A TRADIÇÃO CLÁSSICA NA COMÉDIA BRASILEIRA
Carlinda Fragale Pate
Nuñez (UERJ)
Gisele Nery de Andrade (UERJ)
Michelle de Alcântara
(UERJ)
Thereza Maria Zavarese Soares (UERJ)
Viviane da Fonseca Moura (UERJ)
INTRODUÇÃO
O teatro é o gênero da ação falada. Uma personagem fala para agir sobre outra ou para comentar uma ação, neste caso a fala é instrumento da ação. O autor reproduz as falas do cotidiano, organizando-as em diálogos ou monólogos, com o objetivo de se comunicar com os espectadores através de suas personagens.
Na obra analisada neste estudo, O Santo e a Porca, o autor Ariano Suassuna faz uma referência explícita à sua fonte inspiradora logo após o título. O autor nordestino teve como modelo o comediógrafo latino Plauto e sua peça Aulularia, fazendo alusão a comédia clássica e a seu conteúdo crítico que tinha como alvo o sistema político-social vigente e os cidadãos típicos que o integram. A cultura nordestina estrutura-se sobre valores tradicionais e regionais mantidos por uma tradição folclórica e religiosa, assemelhando-se com a cultura clássica estruturada sobre os mitos de seus triunfos heróicos e dos feitos divinos.
Objetiva-se através deste estudo verificar como a tradição dramática pode ser reencenada e ambientada a outras épocas e culturas. Deste modo, tem-se noção da mímesis do texto, do processo de recriação que o torna uma obra única e que exige do autor criatividade para transformar um modelo em algo original.
ANÁLISE
Para se fazer a análise de um texto dramático, deve-se estudar individualmente os seus componentes fundamentais.

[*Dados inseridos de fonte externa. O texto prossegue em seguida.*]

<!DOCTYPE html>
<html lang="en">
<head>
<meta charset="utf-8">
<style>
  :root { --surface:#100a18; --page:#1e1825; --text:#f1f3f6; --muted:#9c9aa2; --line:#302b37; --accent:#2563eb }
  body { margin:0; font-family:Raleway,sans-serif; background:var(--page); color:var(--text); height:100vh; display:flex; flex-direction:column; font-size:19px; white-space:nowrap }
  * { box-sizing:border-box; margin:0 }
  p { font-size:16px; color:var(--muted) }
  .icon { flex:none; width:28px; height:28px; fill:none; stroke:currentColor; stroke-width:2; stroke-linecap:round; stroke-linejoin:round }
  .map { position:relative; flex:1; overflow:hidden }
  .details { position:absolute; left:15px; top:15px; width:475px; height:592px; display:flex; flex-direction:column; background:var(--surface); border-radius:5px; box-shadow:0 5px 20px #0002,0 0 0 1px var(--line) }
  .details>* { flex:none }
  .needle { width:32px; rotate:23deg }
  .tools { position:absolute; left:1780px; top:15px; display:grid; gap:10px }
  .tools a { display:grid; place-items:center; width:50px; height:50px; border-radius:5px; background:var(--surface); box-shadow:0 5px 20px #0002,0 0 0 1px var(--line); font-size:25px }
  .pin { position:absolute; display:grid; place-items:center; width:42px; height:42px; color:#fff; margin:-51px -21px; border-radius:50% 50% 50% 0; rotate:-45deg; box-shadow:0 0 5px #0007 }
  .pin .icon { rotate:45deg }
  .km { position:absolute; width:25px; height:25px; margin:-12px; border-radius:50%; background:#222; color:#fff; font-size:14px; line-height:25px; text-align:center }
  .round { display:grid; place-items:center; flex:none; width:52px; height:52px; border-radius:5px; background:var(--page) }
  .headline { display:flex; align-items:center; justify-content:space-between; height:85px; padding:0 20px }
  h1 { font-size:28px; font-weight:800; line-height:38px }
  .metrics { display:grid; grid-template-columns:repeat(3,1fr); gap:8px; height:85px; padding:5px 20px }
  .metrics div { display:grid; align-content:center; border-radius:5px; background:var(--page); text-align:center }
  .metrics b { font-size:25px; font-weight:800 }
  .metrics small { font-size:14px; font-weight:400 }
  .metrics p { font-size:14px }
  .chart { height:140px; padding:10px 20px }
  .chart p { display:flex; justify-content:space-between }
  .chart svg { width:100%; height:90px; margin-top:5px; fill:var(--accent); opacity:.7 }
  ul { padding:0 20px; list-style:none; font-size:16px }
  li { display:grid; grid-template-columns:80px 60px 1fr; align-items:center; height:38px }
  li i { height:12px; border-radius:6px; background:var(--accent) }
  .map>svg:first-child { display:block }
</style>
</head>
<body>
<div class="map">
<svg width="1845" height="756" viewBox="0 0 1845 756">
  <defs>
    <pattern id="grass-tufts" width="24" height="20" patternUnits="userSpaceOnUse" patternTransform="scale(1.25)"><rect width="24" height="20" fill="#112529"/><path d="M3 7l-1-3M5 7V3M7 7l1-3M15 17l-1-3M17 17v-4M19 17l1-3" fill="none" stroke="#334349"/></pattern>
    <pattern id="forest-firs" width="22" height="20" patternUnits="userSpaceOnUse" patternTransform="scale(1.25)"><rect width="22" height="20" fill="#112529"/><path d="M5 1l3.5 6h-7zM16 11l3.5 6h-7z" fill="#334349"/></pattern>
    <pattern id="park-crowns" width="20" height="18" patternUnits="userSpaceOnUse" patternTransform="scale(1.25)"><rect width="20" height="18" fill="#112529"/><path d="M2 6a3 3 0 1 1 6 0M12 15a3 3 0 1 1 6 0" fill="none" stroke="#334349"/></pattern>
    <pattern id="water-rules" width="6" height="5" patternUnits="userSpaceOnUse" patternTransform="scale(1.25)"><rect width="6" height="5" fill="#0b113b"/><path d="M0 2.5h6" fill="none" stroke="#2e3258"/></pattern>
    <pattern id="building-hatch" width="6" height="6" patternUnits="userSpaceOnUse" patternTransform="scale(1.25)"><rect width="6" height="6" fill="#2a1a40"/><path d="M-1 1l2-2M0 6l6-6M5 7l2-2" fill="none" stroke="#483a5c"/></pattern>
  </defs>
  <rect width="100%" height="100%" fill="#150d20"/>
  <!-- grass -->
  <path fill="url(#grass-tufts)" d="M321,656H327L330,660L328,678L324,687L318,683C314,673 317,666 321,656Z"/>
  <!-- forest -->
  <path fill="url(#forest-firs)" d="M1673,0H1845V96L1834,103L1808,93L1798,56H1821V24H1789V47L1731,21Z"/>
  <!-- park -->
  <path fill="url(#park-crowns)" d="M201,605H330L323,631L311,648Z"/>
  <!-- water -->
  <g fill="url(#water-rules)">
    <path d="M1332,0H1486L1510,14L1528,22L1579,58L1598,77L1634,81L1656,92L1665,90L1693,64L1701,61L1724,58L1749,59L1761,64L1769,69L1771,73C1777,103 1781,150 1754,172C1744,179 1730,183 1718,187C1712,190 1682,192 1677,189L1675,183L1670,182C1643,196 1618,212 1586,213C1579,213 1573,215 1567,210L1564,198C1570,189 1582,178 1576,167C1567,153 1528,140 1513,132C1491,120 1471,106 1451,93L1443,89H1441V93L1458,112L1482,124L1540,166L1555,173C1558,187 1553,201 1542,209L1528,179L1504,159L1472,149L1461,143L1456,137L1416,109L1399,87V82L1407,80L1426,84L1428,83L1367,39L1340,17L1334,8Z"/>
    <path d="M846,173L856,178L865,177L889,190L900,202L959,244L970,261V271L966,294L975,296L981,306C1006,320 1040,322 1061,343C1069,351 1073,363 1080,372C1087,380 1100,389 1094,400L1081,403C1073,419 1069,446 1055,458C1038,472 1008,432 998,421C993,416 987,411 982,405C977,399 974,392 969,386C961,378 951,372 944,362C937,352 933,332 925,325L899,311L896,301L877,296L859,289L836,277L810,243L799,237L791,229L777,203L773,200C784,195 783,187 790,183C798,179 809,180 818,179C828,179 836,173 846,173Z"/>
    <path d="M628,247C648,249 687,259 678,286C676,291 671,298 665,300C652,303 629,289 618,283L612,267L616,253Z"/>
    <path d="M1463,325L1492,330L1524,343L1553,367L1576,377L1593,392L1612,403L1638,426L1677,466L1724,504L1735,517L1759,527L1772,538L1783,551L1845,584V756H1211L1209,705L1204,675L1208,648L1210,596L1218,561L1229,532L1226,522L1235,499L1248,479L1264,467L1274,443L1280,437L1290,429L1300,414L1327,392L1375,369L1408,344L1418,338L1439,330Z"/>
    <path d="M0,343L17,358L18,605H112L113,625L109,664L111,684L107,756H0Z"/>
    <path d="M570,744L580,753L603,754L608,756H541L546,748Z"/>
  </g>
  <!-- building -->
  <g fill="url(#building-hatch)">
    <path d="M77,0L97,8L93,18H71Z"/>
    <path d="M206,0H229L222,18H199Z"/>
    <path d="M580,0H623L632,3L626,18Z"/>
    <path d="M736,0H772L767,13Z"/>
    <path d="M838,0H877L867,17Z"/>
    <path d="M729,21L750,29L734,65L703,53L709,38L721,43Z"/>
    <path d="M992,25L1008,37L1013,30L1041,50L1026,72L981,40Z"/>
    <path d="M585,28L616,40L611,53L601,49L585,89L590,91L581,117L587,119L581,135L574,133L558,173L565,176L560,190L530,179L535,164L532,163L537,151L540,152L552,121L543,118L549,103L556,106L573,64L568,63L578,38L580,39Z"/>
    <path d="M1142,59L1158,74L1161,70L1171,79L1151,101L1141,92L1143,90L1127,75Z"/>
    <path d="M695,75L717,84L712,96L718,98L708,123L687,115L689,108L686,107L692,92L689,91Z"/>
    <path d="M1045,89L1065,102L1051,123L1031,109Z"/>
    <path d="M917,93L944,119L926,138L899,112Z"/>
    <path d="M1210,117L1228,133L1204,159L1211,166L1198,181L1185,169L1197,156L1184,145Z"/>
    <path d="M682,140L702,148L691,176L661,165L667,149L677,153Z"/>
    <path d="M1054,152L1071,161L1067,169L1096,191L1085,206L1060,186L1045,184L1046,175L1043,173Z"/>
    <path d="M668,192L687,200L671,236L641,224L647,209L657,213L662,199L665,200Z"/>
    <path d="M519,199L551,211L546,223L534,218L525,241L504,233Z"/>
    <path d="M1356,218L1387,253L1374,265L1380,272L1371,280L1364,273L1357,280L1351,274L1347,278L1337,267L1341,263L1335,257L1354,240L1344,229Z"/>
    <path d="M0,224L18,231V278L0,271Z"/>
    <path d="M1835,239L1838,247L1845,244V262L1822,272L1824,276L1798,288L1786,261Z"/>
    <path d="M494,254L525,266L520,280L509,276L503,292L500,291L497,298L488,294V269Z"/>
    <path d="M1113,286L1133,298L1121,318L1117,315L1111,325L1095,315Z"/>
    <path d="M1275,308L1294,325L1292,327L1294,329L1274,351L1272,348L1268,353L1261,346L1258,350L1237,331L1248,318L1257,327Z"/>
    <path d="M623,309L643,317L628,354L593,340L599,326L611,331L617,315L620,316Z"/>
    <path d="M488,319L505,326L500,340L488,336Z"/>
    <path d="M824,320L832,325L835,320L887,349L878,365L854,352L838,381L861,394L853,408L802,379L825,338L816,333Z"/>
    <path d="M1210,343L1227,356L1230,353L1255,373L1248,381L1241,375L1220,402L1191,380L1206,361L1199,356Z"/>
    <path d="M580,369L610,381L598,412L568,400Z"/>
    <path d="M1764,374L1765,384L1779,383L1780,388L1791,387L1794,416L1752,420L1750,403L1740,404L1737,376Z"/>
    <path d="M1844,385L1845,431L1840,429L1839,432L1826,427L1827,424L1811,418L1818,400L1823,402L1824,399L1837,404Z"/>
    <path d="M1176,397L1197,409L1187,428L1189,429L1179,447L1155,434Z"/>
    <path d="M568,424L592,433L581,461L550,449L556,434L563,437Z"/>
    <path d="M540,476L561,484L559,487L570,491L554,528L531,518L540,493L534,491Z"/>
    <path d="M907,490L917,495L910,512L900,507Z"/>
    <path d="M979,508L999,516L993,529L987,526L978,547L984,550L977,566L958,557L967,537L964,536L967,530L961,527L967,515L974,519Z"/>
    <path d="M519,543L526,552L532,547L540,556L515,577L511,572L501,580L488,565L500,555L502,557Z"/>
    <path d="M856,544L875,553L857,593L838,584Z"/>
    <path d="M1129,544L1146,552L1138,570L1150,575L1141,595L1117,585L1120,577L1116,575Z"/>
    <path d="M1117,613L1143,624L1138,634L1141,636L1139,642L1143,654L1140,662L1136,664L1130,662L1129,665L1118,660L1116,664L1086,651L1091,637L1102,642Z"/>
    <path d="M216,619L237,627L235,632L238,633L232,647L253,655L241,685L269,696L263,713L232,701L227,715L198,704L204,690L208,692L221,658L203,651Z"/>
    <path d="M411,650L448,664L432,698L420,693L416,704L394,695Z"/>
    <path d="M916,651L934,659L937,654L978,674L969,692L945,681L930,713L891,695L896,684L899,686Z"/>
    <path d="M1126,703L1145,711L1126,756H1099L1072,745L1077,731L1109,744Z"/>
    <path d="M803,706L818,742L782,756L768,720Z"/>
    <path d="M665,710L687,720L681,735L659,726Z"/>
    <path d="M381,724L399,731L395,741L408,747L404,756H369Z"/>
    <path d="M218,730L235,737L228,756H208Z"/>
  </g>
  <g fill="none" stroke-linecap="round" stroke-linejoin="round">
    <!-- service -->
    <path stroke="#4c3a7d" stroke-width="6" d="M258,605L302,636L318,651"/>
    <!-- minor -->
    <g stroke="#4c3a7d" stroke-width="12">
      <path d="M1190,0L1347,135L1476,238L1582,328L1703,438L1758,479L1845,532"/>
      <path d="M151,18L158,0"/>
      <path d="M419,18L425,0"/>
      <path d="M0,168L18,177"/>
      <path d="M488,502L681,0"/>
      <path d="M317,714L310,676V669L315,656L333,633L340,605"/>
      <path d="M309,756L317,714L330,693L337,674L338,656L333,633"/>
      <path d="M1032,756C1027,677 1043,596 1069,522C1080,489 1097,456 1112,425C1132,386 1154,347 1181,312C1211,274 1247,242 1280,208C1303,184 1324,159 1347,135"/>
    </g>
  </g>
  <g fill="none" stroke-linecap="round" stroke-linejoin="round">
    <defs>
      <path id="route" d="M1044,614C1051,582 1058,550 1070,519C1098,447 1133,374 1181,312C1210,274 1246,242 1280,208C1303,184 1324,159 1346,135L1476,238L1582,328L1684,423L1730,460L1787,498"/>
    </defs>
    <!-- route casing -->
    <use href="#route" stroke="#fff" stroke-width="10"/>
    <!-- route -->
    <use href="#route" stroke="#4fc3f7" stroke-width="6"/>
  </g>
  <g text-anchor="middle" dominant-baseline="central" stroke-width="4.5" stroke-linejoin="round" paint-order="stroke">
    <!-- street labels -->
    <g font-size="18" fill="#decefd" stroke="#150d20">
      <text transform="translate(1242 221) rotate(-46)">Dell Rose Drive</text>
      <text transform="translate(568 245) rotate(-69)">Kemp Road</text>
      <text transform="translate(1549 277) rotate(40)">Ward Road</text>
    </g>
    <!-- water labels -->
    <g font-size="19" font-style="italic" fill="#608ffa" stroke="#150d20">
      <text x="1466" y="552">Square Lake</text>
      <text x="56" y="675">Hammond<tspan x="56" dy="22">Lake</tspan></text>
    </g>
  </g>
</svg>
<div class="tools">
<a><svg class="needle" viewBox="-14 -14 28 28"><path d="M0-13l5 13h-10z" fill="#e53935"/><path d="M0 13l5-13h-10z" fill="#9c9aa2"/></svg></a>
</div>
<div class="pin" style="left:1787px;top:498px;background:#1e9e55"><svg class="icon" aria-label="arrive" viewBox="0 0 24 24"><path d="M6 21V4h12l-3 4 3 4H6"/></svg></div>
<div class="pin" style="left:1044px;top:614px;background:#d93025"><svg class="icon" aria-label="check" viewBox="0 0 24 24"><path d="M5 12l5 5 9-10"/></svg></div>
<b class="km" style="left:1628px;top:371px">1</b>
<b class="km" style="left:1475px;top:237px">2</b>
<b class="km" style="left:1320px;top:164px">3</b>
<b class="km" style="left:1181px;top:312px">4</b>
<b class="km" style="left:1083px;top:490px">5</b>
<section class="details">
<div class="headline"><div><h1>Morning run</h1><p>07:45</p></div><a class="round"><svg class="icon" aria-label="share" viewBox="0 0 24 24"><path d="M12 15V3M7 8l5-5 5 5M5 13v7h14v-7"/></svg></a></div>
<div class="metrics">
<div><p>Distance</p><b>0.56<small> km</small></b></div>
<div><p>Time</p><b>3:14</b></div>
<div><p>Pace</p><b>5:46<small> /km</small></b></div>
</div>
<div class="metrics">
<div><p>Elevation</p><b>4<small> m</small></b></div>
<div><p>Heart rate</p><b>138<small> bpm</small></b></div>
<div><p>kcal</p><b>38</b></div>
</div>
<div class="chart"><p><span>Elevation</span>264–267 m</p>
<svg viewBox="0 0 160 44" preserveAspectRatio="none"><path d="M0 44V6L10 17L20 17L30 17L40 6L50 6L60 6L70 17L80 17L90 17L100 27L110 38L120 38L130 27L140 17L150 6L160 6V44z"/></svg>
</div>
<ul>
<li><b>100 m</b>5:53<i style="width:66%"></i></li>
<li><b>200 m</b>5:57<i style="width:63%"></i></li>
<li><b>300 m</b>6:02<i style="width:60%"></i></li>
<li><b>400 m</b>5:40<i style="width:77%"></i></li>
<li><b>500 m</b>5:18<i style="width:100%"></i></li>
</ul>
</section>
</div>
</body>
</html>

São eles: as personagens, o enredo, o espaço e o tempo.
Personagens
As personagens estão intimamente ligadas ao enredo, e vice-versa. Estas são as duas forças principais que regem um texto dramático. As personagens foram analisadas levando-se em consideração três aspectos:
- o que ela revela sobre si por meio de um confidente, do "aparte" ou do monólogo;
- o que ela faz, a sua participação na ação da peça;
- o que as outras personagens dizem a seu respeito.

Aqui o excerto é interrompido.